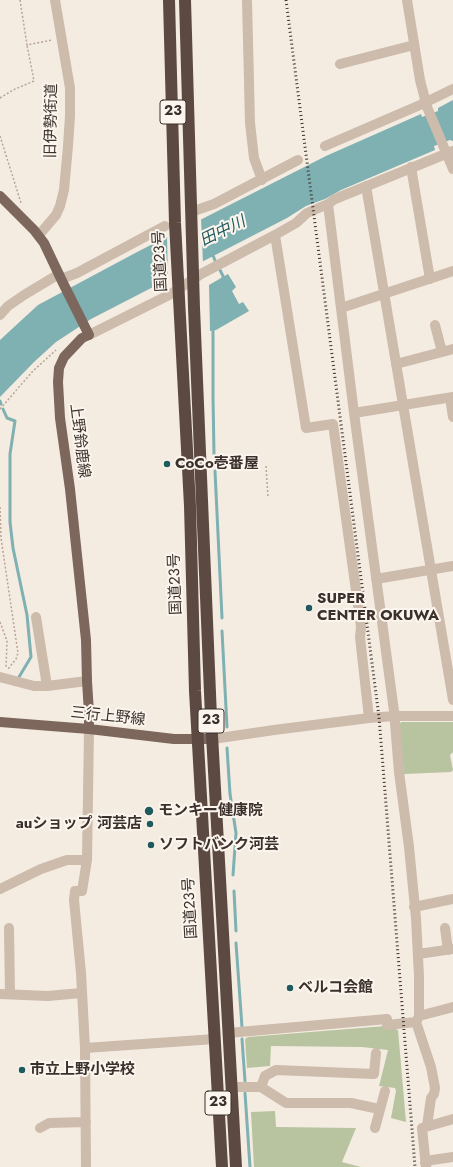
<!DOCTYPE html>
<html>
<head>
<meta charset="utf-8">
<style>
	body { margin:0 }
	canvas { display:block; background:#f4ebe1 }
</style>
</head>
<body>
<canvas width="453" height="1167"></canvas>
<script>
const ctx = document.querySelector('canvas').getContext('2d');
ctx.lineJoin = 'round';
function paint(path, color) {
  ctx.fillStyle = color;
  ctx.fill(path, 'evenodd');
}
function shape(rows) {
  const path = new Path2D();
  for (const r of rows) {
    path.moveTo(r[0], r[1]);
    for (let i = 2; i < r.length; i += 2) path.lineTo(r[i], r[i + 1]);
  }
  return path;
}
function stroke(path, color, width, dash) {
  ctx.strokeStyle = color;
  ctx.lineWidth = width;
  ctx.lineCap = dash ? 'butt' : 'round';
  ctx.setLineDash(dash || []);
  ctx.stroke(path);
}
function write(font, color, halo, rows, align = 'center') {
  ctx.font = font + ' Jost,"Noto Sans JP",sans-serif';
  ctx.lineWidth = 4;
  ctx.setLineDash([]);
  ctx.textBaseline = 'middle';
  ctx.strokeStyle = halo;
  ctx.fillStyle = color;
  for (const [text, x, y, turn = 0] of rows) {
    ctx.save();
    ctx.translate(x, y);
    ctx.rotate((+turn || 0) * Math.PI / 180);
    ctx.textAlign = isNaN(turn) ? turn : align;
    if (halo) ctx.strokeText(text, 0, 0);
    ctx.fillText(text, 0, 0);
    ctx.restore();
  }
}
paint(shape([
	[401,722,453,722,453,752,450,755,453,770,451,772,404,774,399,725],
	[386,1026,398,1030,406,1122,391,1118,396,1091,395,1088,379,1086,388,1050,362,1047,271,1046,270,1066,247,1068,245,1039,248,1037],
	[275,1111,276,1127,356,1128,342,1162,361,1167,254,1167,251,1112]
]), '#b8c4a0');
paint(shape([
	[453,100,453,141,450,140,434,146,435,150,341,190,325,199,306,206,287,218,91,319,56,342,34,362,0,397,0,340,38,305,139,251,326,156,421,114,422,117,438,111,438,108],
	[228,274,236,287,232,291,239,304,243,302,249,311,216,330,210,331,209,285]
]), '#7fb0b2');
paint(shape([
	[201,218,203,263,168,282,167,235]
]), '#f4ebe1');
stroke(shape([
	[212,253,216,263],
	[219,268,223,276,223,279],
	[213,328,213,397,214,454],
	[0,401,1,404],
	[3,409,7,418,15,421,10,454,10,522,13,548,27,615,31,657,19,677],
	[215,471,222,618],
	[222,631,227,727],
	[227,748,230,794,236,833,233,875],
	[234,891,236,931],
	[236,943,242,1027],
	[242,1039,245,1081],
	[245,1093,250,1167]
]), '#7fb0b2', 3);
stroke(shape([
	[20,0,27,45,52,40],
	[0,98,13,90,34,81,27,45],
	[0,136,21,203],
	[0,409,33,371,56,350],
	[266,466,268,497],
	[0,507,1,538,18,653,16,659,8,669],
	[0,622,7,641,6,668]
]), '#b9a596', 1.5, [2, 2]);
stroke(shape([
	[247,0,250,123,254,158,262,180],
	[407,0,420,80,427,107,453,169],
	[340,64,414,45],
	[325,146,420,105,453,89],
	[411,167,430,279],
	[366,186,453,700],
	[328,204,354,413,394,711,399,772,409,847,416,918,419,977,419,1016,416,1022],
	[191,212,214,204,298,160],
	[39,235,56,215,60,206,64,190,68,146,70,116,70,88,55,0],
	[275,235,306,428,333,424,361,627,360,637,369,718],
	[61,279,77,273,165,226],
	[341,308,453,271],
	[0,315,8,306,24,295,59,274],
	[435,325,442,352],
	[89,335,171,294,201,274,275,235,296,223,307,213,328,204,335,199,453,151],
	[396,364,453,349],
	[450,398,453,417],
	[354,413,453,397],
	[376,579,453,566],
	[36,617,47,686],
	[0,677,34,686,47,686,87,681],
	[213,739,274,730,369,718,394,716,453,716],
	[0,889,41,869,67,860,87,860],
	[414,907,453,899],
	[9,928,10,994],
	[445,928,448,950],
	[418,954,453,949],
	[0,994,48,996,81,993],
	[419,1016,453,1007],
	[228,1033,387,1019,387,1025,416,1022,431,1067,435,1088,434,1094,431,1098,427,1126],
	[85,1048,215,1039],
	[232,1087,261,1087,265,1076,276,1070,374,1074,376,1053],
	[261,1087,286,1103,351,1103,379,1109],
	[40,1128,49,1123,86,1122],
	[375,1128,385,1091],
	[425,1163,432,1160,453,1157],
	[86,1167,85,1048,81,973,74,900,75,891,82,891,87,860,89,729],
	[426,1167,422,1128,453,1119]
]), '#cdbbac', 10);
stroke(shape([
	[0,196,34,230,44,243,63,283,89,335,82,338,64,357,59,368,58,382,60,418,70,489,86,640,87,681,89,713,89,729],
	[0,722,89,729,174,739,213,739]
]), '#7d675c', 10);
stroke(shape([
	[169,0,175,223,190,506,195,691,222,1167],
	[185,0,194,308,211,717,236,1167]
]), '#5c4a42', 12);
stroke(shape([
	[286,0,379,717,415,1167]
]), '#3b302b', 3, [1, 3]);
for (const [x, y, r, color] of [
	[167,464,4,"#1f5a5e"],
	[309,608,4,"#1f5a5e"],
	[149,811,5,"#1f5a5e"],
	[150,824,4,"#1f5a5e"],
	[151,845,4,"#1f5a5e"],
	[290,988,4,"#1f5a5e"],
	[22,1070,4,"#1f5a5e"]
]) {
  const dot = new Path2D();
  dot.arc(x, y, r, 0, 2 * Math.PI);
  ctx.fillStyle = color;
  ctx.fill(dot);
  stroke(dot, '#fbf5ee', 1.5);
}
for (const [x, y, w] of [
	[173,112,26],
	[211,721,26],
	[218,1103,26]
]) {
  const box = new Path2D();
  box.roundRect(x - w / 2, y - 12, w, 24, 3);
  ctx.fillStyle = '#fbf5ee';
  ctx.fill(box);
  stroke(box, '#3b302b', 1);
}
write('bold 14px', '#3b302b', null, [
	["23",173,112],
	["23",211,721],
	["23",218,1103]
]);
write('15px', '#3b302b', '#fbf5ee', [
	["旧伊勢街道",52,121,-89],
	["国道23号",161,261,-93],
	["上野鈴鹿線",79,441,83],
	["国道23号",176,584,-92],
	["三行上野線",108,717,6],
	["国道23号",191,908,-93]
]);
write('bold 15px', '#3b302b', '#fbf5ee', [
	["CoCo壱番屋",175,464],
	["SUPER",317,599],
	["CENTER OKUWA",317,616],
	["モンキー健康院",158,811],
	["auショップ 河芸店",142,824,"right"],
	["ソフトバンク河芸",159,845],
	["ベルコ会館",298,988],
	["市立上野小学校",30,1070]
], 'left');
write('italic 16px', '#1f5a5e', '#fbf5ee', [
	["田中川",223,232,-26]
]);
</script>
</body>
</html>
________
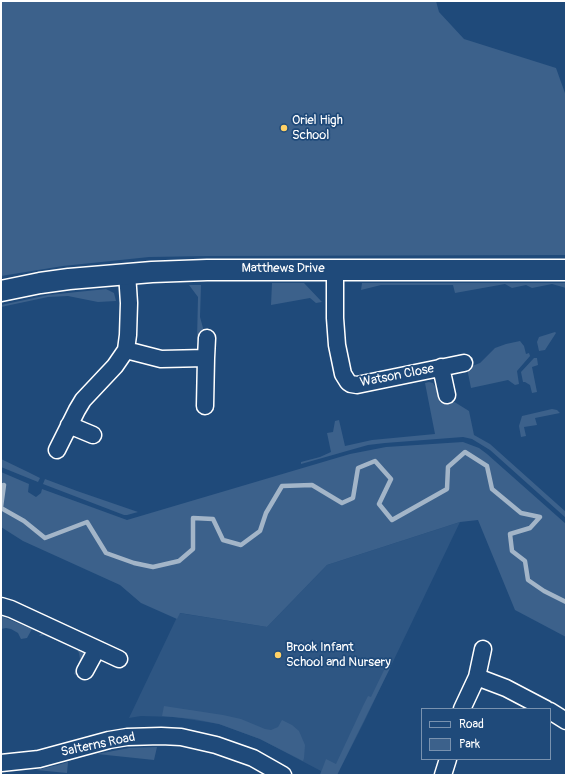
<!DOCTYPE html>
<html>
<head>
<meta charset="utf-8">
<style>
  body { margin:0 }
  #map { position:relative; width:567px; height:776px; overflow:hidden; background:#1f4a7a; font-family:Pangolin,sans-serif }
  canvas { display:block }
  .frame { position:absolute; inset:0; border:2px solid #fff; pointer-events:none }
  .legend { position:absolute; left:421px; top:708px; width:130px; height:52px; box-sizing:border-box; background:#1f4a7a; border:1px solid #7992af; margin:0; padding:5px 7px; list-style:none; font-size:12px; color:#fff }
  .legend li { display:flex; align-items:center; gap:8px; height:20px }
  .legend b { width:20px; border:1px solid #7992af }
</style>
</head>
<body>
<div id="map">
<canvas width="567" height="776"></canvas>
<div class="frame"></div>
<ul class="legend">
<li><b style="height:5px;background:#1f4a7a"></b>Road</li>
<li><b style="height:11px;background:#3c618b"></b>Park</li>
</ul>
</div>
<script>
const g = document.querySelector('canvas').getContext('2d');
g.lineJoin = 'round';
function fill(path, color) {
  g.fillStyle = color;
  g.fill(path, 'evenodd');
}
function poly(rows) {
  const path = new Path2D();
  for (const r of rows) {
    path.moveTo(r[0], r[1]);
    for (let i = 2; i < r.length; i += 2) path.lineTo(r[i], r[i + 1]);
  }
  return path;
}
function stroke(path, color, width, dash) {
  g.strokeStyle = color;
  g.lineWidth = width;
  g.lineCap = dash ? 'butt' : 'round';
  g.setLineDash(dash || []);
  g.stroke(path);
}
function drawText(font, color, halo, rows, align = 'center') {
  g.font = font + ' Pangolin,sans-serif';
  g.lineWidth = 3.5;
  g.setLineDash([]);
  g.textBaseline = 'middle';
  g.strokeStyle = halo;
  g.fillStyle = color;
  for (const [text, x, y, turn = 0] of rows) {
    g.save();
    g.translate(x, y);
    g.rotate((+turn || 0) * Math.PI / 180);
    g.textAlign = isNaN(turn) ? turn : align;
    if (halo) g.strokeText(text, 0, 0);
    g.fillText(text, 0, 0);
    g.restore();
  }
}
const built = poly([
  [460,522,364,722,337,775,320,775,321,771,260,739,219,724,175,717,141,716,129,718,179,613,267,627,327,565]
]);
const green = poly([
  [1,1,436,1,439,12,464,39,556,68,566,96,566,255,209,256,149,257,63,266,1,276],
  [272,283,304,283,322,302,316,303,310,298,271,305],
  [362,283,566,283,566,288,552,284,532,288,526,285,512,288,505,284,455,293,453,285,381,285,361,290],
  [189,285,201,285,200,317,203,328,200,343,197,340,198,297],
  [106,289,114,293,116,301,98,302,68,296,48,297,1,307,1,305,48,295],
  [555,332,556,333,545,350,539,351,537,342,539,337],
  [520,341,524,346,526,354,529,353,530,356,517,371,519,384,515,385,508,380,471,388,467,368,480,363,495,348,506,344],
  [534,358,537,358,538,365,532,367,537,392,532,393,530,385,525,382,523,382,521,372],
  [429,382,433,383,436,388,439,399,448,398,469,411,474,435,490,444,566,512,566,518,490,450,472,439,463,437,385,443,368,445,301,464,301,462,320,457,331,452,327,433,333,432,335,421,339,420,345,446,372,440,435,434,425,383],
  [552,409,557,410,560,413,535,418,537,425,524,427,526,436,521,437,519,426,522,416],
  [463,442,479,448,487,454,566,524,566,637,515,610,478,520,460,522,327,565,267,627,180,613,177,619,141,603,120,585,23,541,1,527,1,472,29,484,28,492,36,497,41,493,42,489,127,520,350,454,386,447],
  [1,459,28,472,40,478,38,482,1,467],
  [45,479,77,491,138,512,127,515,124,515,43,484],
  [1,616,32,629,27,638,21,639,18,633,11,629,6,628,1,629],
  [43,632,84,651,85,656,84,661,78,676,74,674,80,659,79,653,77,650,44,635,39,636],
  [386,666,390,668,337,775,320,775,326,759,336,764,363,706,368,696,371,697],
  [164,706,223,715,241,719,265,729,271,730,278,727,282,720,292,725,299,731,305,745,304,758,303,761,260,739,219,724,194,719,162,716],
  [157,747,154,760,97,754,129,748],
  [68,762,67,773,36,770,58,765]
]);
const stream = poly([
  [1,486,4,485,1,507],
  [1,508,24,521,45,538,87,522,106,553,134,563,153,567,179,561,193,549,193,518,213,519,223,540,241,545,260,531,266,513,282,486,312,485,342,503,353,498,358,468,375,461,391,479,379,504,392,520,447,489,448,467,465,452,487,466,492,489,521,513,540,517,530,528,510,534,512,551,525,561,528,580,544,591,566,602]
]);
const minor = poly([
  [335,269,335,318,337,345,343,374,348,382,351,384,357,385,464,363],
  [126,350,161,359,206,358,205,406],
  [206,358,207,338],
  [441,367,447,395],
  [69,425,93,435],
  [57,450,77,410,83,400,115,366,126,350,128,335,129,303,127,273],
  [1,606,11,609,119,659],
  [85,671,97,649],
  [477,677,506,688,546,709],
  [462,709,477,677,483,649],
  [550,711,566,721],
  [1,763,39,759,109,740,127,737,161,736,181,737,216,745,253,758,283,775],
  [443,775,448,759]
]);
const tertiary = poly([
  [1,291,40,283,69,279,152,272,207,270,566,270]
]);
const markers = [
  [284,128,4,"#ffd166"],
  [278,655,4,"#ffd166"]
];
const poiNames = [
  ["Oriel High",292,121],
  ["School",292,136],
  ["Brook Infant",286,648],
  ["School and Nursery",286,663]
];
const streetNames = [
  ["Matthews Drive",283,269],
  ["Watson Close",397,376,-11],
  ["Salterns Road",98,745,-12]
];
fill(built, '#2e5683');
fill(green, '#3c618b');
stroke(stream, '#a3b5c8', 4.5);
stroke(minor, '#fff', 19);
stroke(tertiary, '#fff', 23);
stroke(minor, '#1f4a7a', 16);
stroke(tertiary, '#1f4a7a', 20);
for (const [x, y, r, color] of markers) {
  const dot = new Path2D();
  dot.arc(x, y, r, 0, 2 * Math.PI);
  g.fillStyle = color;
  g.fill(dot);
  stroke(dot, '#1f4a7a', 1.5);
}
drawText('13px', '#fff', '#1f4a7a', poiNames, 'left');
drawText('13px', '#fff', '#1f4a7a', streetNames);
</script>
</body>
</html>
________
How many of the lines above include the string "function"? Only the number should be written.

8